PROBLEM REQUIREMENTS: Look through the records and report how many lines include the word "they", with no other words.

################

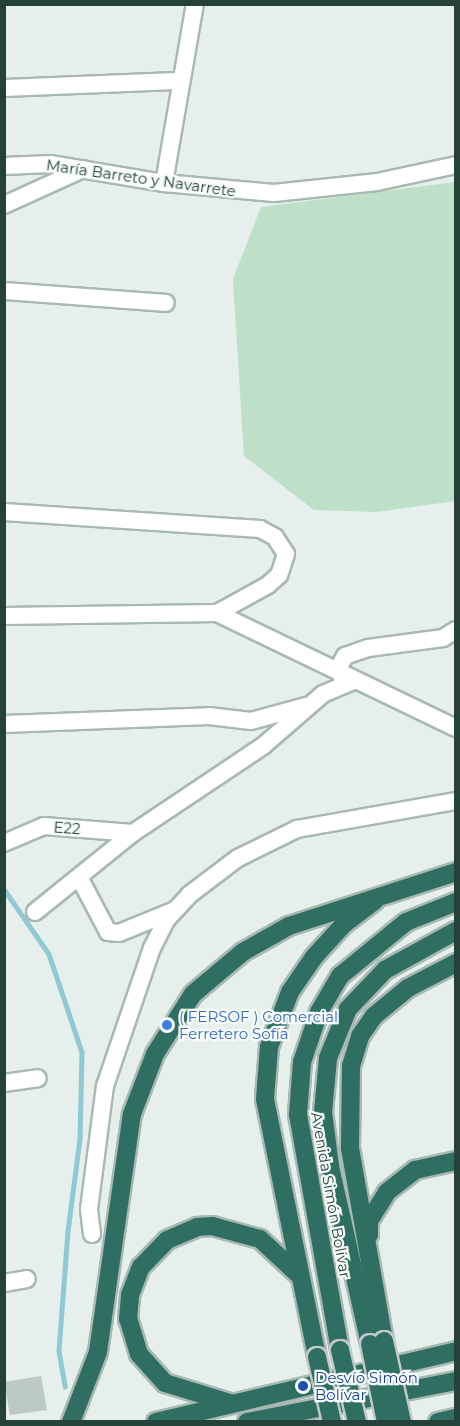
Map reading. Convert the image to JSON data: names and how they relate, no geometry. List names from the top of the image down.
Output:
{
  "streets": {
    "highway": ["Avenida Simón Bolívar"],
    "street": ["María Barreto y Navarrete", "E22"]
  },
  "places": ["( FERSOF ) Comercial Ferretero Sofía", "Desvío Simón Bolívar"]
}
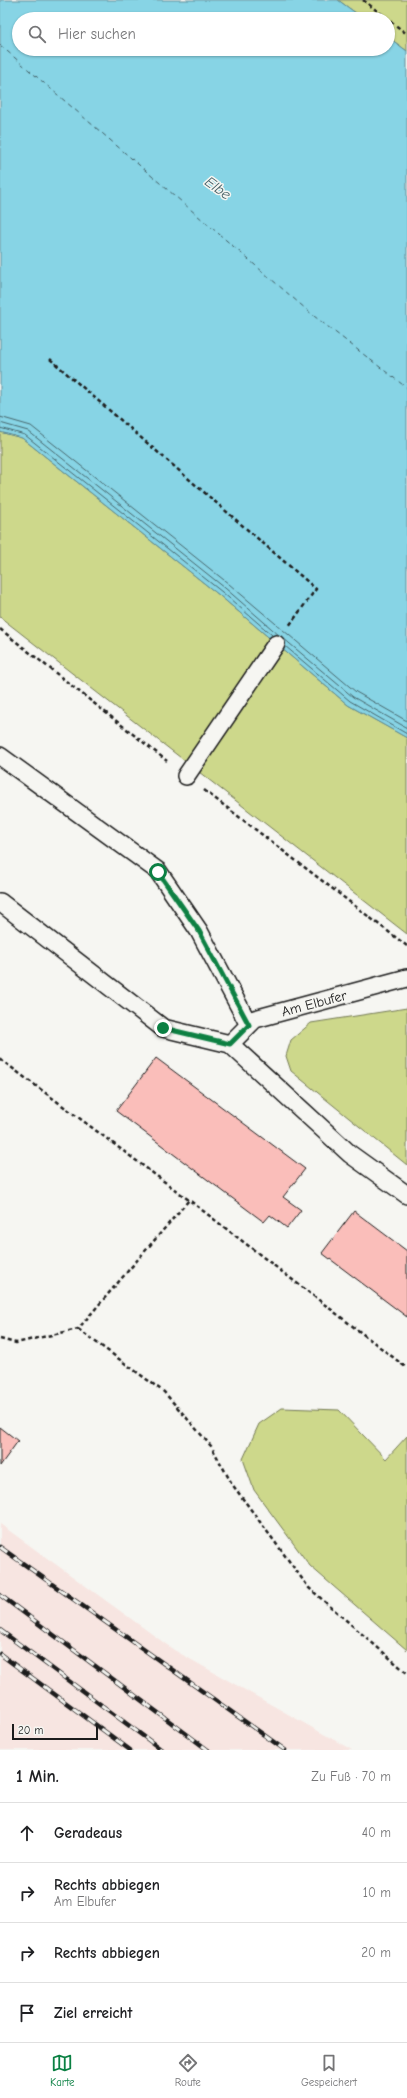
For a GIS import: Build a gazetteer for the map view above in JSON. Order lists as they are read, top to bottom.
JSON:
{
  "streets": {
    "lane": ["Am Elbufer"]
  },
  "water": ["Elbe"],
  "scale_bar": "20 m",
  "page": {
    "search": "Hier suchen",
    "scale": "20 m",
    "heading": ["1 Min.", "Zu Fuß · 70 m"],
    "list": [
      ["Geradeaus", "40 m"],
      ["Rechts abbiegen", "Am Elbufer", "10 m"],
      ["Rechts abbiegen", "20 m"],
      "Ziel erreicht"
    ],
    "nav": ["Karte", "Route", "Gespeichert"]
  }
}
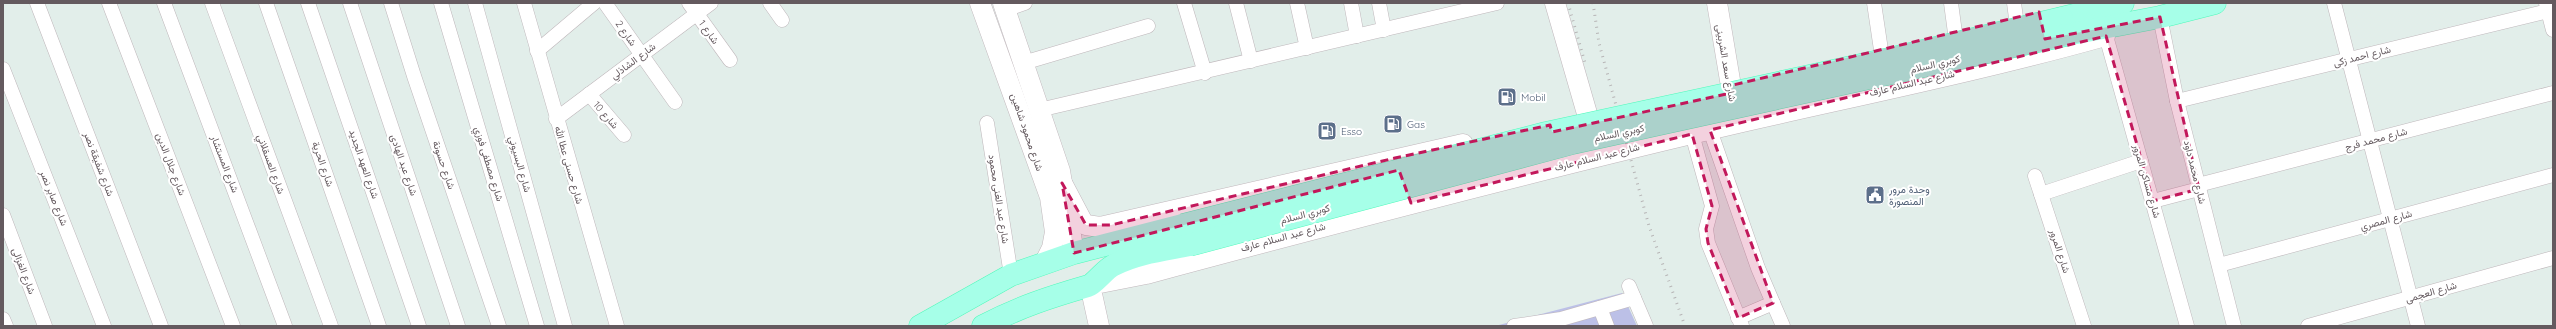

################

WORKED SOLUTION: 2